As últimas semanas têm sido marcadas pelo forte e amplo debate em torno das medidas de contenção da Covid-19, em praticamente todas as regiões do Brasil. Assistimos a propostas de todos os tipos: desde a exclusão de qualquer medida restritiva, como se a pandemia não existisse, até as tentativas de rigoroso lockdown, passando por alternativas mais ou menos moderadas, diante das exigências de manutenção da vida social.
As atividades religiosas foram duramente penalizadas desde o início da pandemia. Sabemos que a fé cristã é por si mesma comunitária. É um princípio irrenunciável, expresso particularmente na liturgia, quando a comunidade dos fieis eleva a Deus, reunida, o culto de adoração, louvor, perdão e súplica. Trata-se, ainda, de um elemento antropológico: nenhum ser humano “basta a si mesmo”, nascemos em relação e assim vivemos, nenhum homem ou mulher foge dessa realidade.
Por outro lado, se o anseio de reunir-se, pensando em razão tão nobre como a celebração litúrgica, é válido e positivo, o cuidado pelo outro, e assim o cuidado pela sua saúde, impõe um dever anterior: preservar as condições de vida. Por isso muitas dioceses emanaram decretos adequando a vida litúrgica em vista das orientações de segurança sanitária. “Adequando” e não “excluindo-as”! A evangelização é bela porque pode acontecer sempre. Não existe distância para os que se amam no amor de Deus e reconhecem que os primeiros templos são nossos corações, consagrados desde o Batismo. Mesmo a Eucaristia, qual mistério cósmico, consegue abraçar não só os que se unem conscientemente pelas redes, TV e rádio, mas todos os que fazem com o Senhor um ato de comunhão pensando no mistério da Santa Missa.
Nesse panorama, vejo com preocupação duas visões que gostaria de comentar ao prezado leitor.
A primeira é a separação ultimamente despercebida entre o ato de respeito às restrições e a intenção de cuidado e preservação da vida. Precisamos atar o gesto ao seu significado! Como cristãos, nossa renúncia à celebração presencial não é fruto duma imposição da lei civil, embora com ela se obedeça às normativas das autoridades constituídas.
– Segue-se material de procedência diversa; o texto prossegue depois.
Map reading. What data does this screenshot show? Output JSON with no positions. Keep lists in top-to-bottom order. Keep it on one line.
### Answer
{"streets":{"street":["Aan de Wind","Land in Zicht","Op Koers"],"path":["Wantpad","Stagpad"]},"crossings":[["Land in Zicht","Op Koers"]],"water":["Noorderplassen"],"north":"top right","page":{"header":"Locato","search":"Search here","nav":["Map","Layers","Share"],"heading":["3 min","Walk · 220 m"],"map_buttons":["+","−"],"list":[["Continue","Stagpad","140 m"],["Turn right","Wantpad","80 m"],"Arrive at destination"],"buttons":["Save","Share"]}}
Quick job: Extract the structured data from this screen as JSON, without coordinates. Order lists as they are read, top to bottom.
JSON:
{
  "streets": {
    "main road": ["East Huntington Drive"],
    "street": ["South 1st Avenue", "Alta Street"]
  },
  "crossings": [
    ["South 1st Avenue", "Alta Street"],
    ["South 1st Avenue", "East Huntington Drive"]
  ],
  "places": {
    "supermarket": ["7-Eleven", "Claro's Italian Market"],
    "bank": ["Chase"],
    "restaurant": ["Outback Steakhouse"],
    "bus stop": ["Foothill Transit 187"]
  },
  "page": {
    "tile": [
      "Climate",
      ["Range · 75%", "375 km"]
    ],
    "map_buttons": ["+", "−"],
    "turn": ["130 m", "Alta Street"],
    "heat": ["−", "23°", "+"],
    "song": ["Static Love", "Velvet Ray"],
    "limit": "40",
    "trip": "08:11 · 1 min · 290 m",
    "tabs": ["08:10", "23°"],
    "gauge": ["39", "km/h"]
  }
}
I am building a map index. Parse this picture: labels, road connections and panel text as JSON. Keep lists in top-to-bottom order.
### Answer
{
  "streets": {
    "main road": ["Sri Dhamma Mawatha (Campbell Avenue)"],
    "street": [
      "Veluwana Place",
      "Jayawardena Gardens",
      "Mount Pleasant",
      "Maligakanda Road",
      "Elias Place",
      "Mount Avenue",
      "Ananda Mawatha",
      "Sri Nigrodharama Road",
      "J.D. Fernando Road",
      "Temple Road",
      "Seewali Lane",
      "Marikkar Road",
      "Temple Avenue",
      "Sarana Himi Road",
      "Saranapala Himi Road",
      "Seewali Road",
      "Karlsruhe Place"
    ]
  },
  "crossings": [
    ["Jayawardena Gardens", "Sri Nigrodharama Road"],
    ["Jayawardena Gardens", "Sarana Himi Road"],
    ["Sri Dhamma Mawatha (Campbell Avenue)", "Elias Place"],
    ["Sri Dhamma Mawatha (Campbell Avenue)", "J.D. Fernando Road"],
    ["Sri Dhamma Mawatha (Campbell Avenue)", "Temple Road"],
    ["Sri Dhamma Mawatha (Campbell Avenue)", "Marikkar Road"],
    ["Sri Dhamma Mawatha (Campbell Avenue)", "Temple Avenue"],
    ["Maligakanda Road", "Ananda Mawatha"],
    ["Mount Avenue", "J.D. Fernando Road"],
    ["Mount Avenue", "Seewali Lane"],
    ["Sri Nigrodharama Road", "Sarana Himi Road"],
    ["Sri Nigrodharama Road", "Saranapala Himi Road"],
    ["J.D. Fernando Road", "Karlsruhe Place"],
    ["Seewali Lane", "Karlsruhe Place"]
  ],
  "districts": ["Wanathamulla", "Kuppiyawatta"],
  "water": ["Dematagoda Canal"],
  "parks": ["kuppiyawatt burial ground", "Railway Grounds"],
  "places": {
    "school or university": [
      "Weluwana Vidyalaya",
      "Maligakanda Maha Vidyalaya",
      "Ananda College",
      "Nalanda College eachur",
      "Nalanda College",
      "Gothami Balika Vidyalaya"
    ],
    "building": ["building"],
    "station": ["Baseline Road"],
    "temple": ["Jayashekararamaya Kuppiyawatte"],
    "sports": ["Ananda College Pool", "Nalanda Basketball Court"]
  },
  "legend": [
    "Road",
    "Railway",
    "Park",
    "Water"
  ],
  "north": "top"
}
Antes de tudo, é fruto da consciência batismal o nosso sacrifício, unido ao de Cristo na Cruz, pelos que a ele estão unidos nos hospitais e nas casas, provados pela doença ou por suas consequências. Fazemos pelo Evangelho, que manda caminhar dois quilômetros quando o irmão precisa que caminhemos um só! Fazemos em nome daquela solidariedade que nos une até aos inimigos, a custo do desprezo e do esquecimento!
Como Capelão do Hospital HGV, lembro de ter visto familiares aos quais perguntava sobre sua vida e profissão, imaginando o que teriam renunciado para acompanhar um ente querido. Às vezes vinham do interior, deixando sua pequena roça ou um filhinho, para ladear o pai, a mãe, a tia etc. A resposta era sempre cheia de esperança: “Deus ajudando, padre, ele vai ficar bom! E todo sacrifício vai valer a pena!”. Não contavam suas moedas, mas os dias de vida…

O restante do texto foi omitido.